“Family” Dinner

“Family” Dinner

A few weeks ago my girlfriend Deb called me on a Sunday evening. Sunday evenings can be bleak when you’re single and don’t have kids — it’s the time of the week when one can feel most adrift. And winter is upon us — it’s dark by five these days and we’re all living with a tiny bit of dread knowing that the wind will start up again. “Why don’t we do dinner a couple of times a month?” Debbie suggested. “We could get single people together, and rotate it to different houses.”

So last night, we did. There were six of us — two people who have just moved to town and four of us who’ve been here for a while. I had a lovely piece of lamb shoulder from the half a lamb I bought last spring so I did Mario Batali’s recipe (it’s for shanks, but same difference) — braised lamb with orange and rosemary and green olives. Debbie made polenta, Robert brought a salad, and Margie did bright green brussels sprouts with bacon. We set the table, and toasted the new president and ate a lovely dinner together. There was lively conversation, nice wine (it helps that Debbie runs the wine store) and Mark, who has just moved to town and who had to duck out to do a radio interview with a station back in Michigan read us a couple of poems out of the book for which he was being interviewed.

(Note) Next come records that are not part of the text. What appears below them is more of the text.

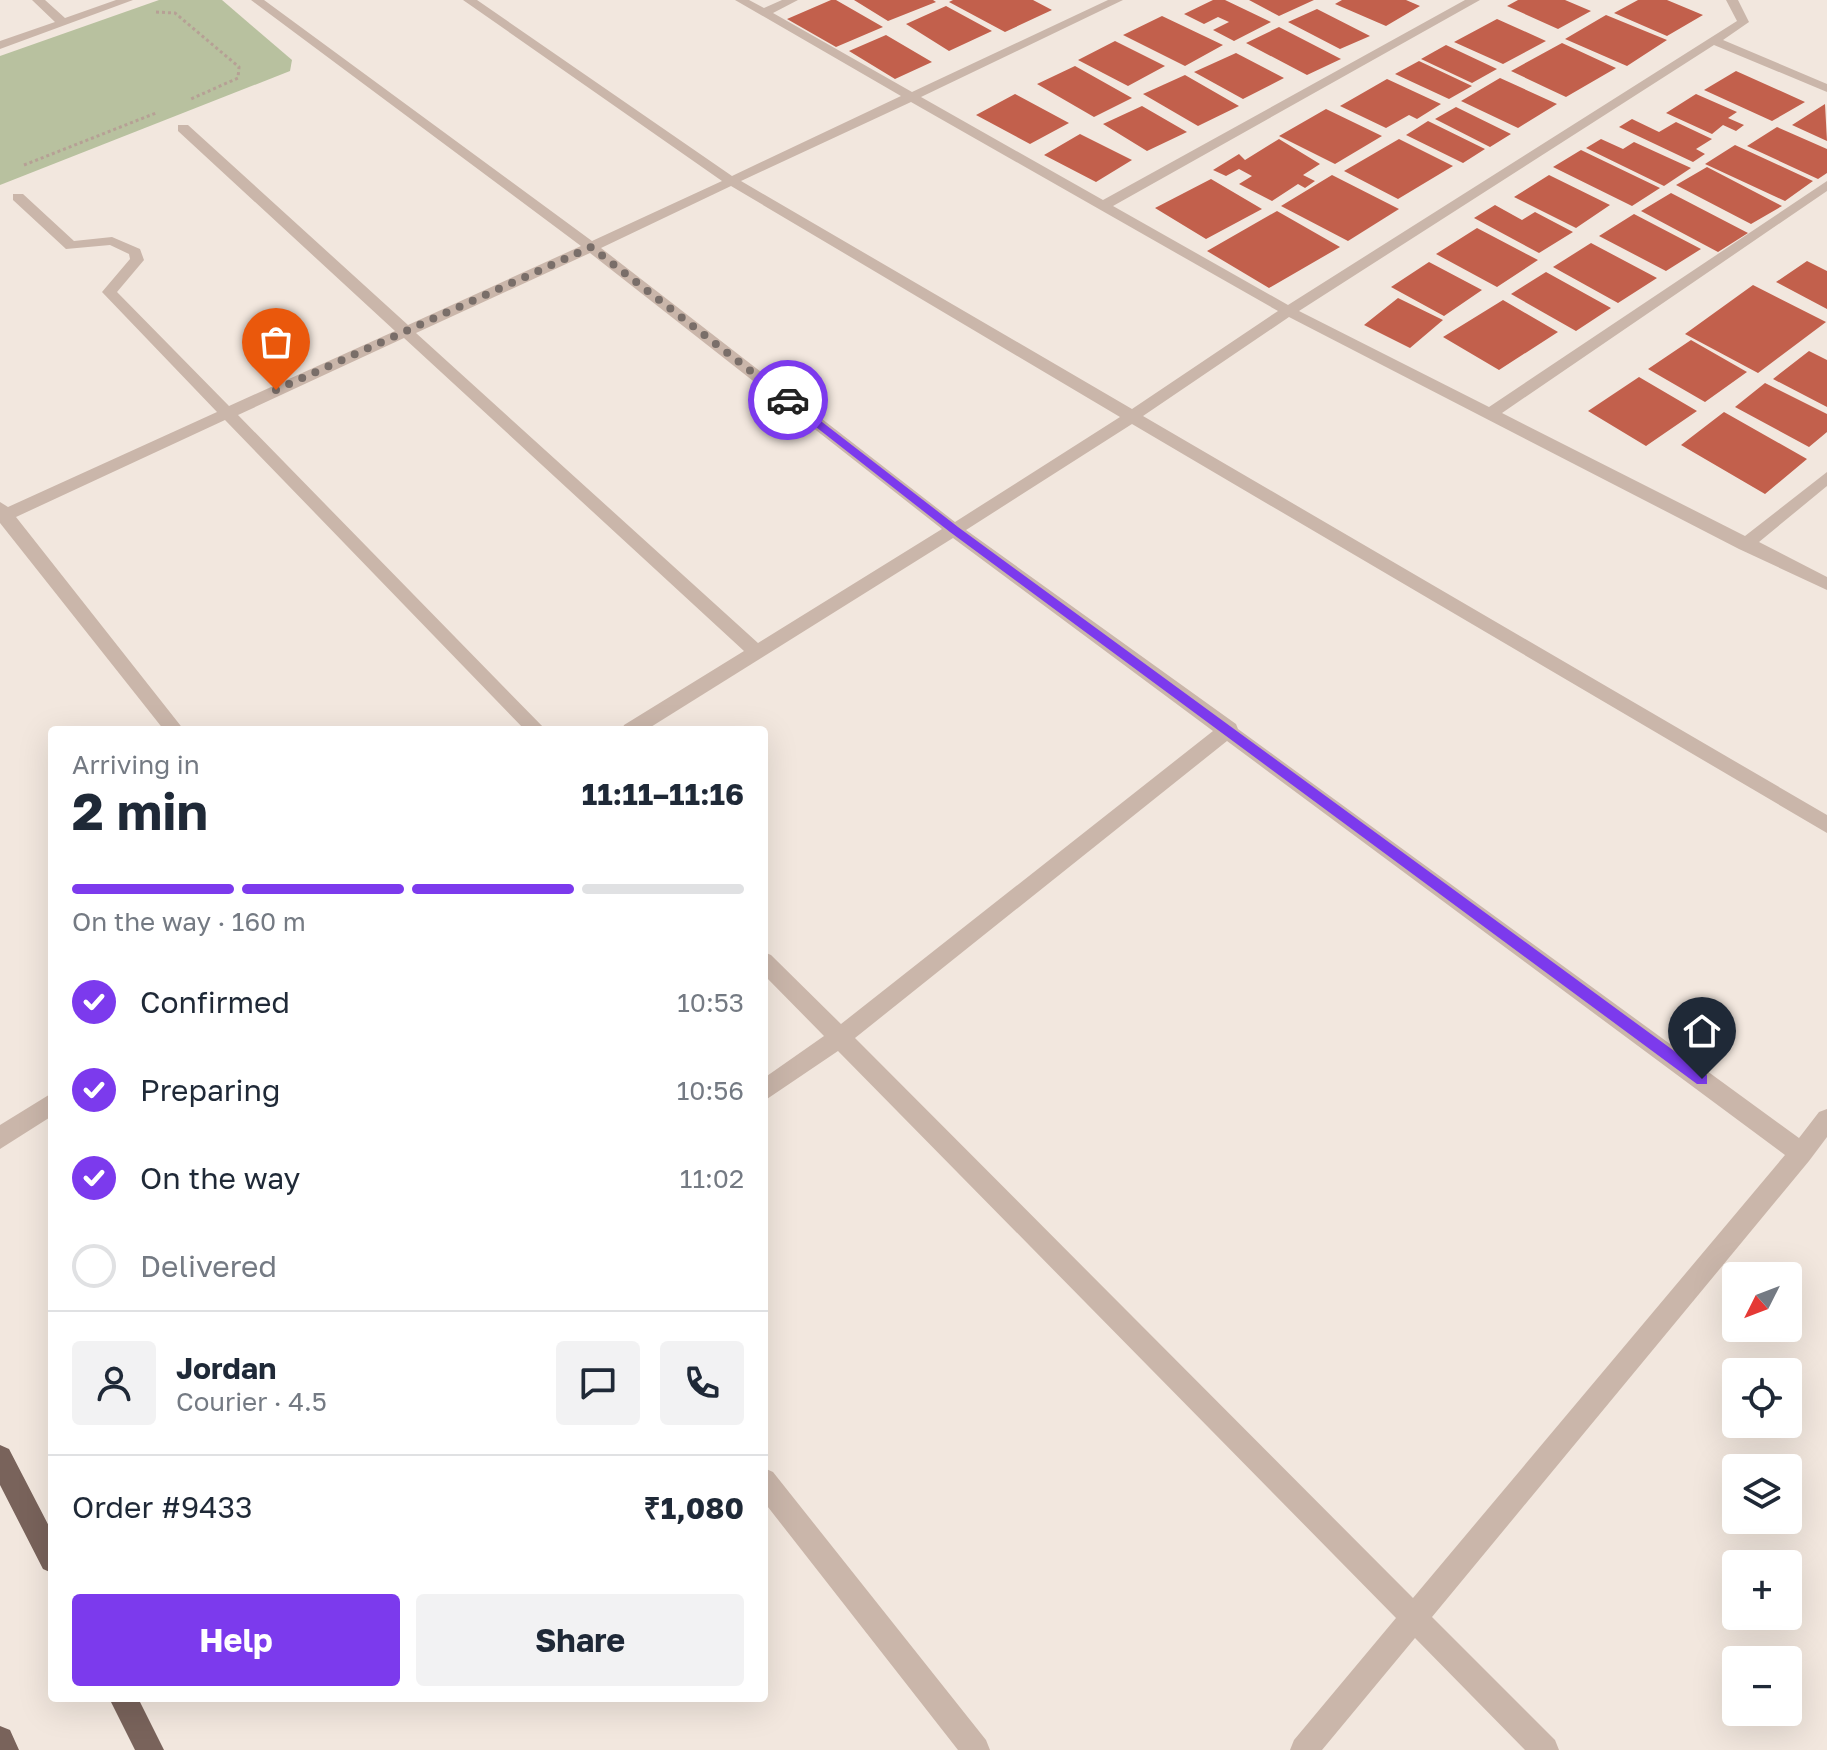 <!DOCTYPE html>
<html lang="en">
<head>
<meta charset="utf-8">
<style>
	:root { --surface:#fff; --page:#f2f2f3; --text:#1f2937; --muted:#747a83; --line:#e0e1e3; --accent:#7c3aed }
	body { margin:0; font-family:"Golos Text",sans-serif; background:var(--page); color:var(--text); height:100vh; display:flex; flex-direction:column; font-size:30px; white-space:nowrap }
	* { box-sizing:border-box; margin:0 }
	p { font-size:26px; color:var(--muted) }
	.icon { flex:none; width:44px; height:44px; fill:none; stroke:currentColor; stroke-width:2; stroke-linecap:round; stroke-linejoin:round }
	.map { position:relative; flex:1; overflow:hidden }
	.drawer { position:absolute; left:48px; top:726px; width:720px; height:976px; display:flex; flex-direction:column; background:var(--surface); border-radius:8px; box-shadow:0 8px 32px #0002 }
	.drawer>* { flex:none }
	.needle { width:52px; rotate:228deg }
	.buttons { position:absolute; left:1722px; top:1262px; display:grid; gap:16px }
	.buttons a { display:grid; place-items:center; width:80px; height:80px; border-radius:8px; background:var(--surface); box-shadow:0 8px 32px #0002; font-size:40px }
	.pin { position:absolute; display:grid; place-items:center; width:68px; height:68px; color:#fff; margin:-82px -34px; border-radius:50% 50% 50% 0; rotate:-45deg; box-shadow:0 0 8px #0007 }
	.pin .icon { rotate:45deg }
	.courier { position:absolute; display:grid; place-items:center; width:80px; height:80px; margin:-40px; border:6px solid #7c3aed; border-radius:50%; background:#fff; color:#222; box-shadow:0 2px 10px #0007 }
	.summary em { font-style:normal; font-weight:700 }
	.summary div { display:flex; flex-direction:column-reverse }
	.summary { display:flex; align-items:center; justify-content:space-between; height:136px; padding:0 24px }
	h1 { font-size:52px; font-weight:700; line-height:60px }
	.bar { display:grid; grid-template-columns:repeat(4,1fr); gap:12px 8px; align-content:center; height:96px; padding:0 24px }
	.bar i { height:10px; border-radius:6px; background:var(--line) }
	.bar .selected { background:var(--accent) }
	.bar p { grid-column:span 4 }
	.line { display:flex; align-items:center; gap:20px; padding:0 24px; border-top:2px solid var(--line) }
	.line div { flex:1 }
	.round { display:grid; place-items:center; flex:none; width:84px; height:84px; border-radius:8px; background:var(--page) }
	ol { padding:0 24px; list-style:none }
	li { display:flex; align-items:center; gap:24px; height:88px }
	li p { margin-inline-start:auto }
	li .icon { padding:8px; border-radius:50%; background:var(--accent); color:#fff; stroke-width:4 }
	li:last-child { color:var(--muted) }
	li i { width:44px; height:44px; border:4px solid var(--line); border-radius:50% }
	.button { display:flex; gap:16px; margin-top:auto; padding:16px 24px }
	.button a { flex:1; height:92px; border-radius:8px; background:var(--accent); color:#fff; font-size:32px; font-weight:700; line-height:92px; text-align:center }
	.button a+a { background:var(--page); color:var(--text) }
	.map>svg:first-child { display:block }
	.green { fill:#b8c19f }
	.building { fill:#c2604c }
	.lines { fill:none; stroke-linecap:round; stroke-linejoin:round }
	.path { stroke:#b6a095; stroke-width:3; stroke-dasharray:3 3; stroke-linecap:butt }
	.minor { fill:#cab6aa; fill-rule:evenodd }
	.major { fill:#79635b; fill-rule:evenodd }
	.route { fill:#7c3aed }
	.done { stroke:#796e69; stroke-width:8; stroke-dasharray:0 14.4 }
</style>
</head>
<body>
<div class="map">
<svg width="1827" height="1750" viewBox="0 0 1827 1750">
	<rect width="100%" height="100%" fill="#f2e7de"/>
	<path class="green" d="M159,0H222L292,60L290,71L0,185V56Z"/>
	<path class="building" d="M831,0H836L883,27L836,47L787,19Z
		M854,0H933L936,2L888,21Z
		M953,0H1033L1052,10L1005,32L949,2Z
		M1213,0H1225L1271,22L1234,41L1213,30L1229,22L1218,17L1204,24L1184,14Z
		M1249,0H1314L1279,16Z
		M1342,0H1406L1420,6L1386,26L1335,4Z
		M1518,0H1565L1591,11L1558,29L1507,6Z
		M1638,0H1667L1703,15L1667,36L1614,13Z
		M946,6L992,31L949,51L906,24Z
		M1317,9L1370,36L1340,49L1288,22Z
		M1606,15L1667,40L1627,66L1565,39Z
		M1162,16L1223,45L1185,66L1123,35Z
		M1497,19L1546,41L1503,64L1454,42Z
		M1279,27L1341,59L1307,75L1246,43Z
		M886,35L932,62L895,79L849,51Z
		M1115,41L1165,66L1128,86L1078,60Z
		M1562,43L1616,68L1566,97L1511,71Z
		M1446,45L1497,69L1472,83L1421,59Z
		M1236,53L1284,78L1243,99L1194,72Z
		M1419,61L1472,86L1449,99L1395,74Z
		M1075,66L1132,98L1094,117L1037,84Z
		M1736,71L1805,102L1772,121L1704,90Z
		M1185,75L1239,106L1198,126L1143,94Z
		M1500,78L1557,104L1518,128L1461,101Z
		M1387,79L1441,104L1417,119L1409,115L1386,128L1340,106Z
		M1015,94L1069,123L1030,144L976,115Z
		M1696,94L1737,112L1728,118L1744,125L1736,131L1723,125L1712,134L1666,113Z
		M1825,104L1827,141L1792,125Z
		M1142,106L1187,132L1147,151L1103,124Z
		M1456,107L1511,134L1490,147L1435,119Z
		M1326,109L1382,136L1335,164L1279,136Z
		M1632,119L1659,132L1676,122L1712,139L1696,149L1705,154L1693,162L1619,127Z
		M1428,121L1485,149L1463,163L1406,135Z
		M1777,127L1827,149V173L1818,179L1747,146Z
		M1080,134L1132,160L1096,182L1044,155Z
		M1279,139L1320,164L1303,175L1315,181L1305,188L1298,184L1272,201L1239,184L1252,176L1239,169L1226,176L1213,170L1239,154L1245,160Z
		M1399,139L1453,166L1398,199L1344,171Z
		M1601,139L1623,149L1634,142L1691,168L1664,186L1586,148Z
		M1735,145L1813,181L1785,201L1705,164Z
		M1581,150L1660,188L1632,206L1553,167Z
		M1707,167L1782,206L1751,224L1676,185Z
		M1332,175L1399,209L1348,241L1281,206Z
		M1549,175L1610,205L1576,228L1514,197Z
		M1211,179L1262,209L1206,239L1155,208Z
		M1671,193L1748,233L1718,252L1641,211Z
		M1495,205L1522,220L1535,212L1573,232L1539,253L1474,218Z
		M1277,211L1340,247L1269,288L1207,251Z
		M1634,214L1701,249L1666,271L1599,236Z
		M1477,228L1538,260L1497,287L1436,254Z
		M1591,243L1657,278L1618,303L1553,267Z
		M1807,261L1827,271V309L1776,282Z
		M1429,262L1482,290L1444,316L1391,287Z
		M1546,272L1611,308L1576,331L1511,294Z
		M1753,285L1826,322L1758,373L1685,334Z
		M1398,298L1443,320L1410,348L1364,325Z
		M1503,300L1558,332L1499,370L1443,337Z
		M1691,340L1747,372L1705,402L1648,369Z
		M1809,351L1827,360V407L1773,379Z
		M1639,377L1697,411L1646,446L1588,411Z
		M1765,383L1827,414V432L1809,447L1735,407Z
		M1724,412L1807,459L1765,494L1681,445Z"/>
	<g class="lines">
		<path class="path" d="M156,12L175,13L239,67L238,78L191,99
			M24,165L156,113"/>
		<path class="minor" d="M32,0H45L65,18L116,0H133L0,49V41L55,22Z
			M251,0H264L592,241L722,181L463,0H477L732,176L901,96L735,0H749L764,8L782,0H798L773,13L912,92L1108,0H1123L921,97L1103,200L1465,0H1480L1113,206L1288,305L1737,21L1726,0H1738L1749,22L1723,40L1827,84V92L1714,45L1299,311L1489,407L1827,181V191L1502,413L1745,536L1827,472V486L1759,542L1827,577V590L1739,549L1289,317L1143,416L1827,815V833L1132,424L966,530L1236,724L1238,729L1799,1138L1819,1112L1827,1109V1137L1809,1161L1432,1617L1555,1740L1559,1750H1525L1415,1638L1322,1750H1290L1294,1740L1396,1618L838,1051L764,1101V1078L824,1036L764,975V952L771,955L841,1024L1213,731L953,538L646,730H622L624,725L744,651L404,338L238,415L546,730H525L225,420L16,517L184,730H164L0,523V502L8,507L217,412L102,292L130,259L129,254L110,245L66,249L13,200V194H23L74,241L112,237L140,249L144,260L117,292L229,406L395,331L178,131V125H188L408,325L581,246ZM911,102L1278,311L1132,409L741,181ZM731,186L1120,417L955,522L601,248ZM590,253L942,529L758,643L416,333ZM1227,741L1785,1155L1413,1598L855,1038Z
			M52,1093V1116L0,1149V1125Z
			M764,1468L773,1472L986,1740L990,1750H958L764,1502Z"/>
		<path class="major" d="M0,1445L9,1449L52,1532V1573L43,1569L0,1485Z
			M109,1698H138L164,1750H135Z
			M0,1726L10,1730L19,1750H0Z"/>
	</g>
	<path class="route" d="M784,398H791L958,527L1707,1075V1084H1697L950,532L784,402Z"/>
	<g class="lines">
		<path class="done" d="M276,390L591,247L788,400"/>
	</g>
</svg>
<div class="buttons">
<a><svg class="needle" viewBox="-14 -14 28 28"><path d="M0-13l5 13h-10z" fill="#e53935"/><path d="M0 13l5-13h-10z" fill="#747a83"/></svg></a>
<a><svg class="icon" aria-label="locate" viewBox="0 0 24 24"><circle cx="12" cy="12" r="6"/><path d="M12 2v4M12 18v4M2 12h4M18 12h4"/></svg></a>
<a><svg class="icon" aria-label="layers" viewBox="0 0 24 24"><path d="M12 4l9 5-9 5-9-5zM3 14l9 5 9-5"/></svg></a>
<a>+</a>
<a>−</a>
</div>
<div class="pin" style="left:276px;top:390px;background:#ea580c"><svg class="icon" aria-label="bag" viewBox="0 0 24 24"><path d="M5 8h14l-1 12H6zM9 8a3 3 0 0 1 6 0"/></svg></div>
<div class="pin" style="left:1702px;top:1079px;background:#1f2937"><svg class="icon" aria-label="home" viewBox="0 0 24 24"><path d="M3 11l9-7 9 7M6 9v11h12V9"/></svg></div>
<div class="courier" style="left:788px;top:400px"><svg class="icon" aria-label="car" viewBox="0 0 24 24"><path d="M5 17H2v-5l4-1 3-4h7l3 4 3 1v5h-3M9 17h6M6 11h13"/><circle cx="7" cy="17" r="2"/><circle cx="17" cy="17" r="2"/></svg></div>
<section class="drawer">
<div class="summary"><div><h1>2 min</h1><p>Arriving in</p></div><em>11:11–11:16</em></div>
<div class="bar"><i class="selected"></i><i class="selected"></i><i class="selected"></i><i></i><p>On the way · 160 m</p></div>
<ol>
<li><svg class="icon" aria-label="check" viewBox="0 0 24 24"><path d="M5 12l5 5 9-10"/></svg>Confirmed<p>10:53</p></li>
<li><svg class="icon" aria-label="check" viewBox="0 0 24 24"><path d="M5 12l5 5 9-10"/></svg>Preparing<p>10:56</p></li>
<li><svg class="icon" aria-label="check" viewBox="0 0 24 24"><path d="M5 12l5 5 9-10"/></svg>On the way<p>11:02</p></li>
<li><i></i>Delivered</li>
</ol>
<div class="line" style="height:144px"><a class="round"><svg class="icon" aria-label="person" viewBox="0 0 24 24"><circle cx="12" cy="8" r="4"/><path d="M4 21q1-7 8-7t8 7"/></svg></a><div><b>Jordan</b><p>Courier · 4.5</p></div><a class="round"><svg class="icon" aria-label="chat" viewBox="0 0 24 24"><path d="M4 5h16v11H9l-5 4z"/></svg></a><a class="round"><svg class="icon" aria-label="phone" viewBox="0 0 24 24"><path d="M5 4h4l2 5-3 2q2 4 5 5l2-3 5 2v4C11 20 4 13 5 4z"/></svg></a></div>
<div class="line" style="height:104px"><div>Order #9433</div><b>₹1,080</b></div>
<div class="button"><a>Help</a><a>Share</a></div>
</section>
</div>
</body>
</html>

It was so much fun. Next month is of course, kind of busy with holiday parties but we’re going to try to sneak in another Sunday night. Everyone agreed it was lovely to be together and somehow, the Sunday night vibe, as well as the general admission from all of us at that table that Sunday nights can get lonely when you’re single, well, it felt like something a little more than just a dinner party. We all agreed to get one another through the winter. We’re going to share food, and wine, and our art on Sunday nights and maybe this way the winter won’t seem so long.

3 thoughts on ““Family” Dinner

  1. You are hungry for community. Healthy and natural. and it sounds like you have the drive to get the need met, rather than planning for Sunday night despair.

    I have not been reading you long enough to know if you are in a large town, but keep in mind the meetup website, for planning face to face with people who share interests. You may have interests that the group you have written about does not touch on, but a meetup group would

  2. I think we’re all hungry for community — it was one of the most interesting things to me about the Obama campaign — it worked by building communities all across the country, by reaching out for what we have in common rather than seeking to divide us by our fears. Livingston’s a little town — there are about 7000 of us here, and one of the delights of living here is that there is a real community.

  3. This is a great idea and brava (brave? bravi?) all of you for doing it. When I lived in Atlanta, my group of friends, mostly single or like me then in LDRs, got together most Sundays for potluck dinner+wine+whatever was on HBO at 9p. (It started as a Sporanos-watching dinner.) When I moved 1,000 miles away 2 years ago (to marry the LDR), I missed it terribly; that little community was very important to me. When I go back, now, I always try to include a Sunday night so I can catch up with the group – at the loss of my Monday morning worktime, but it’s worth it.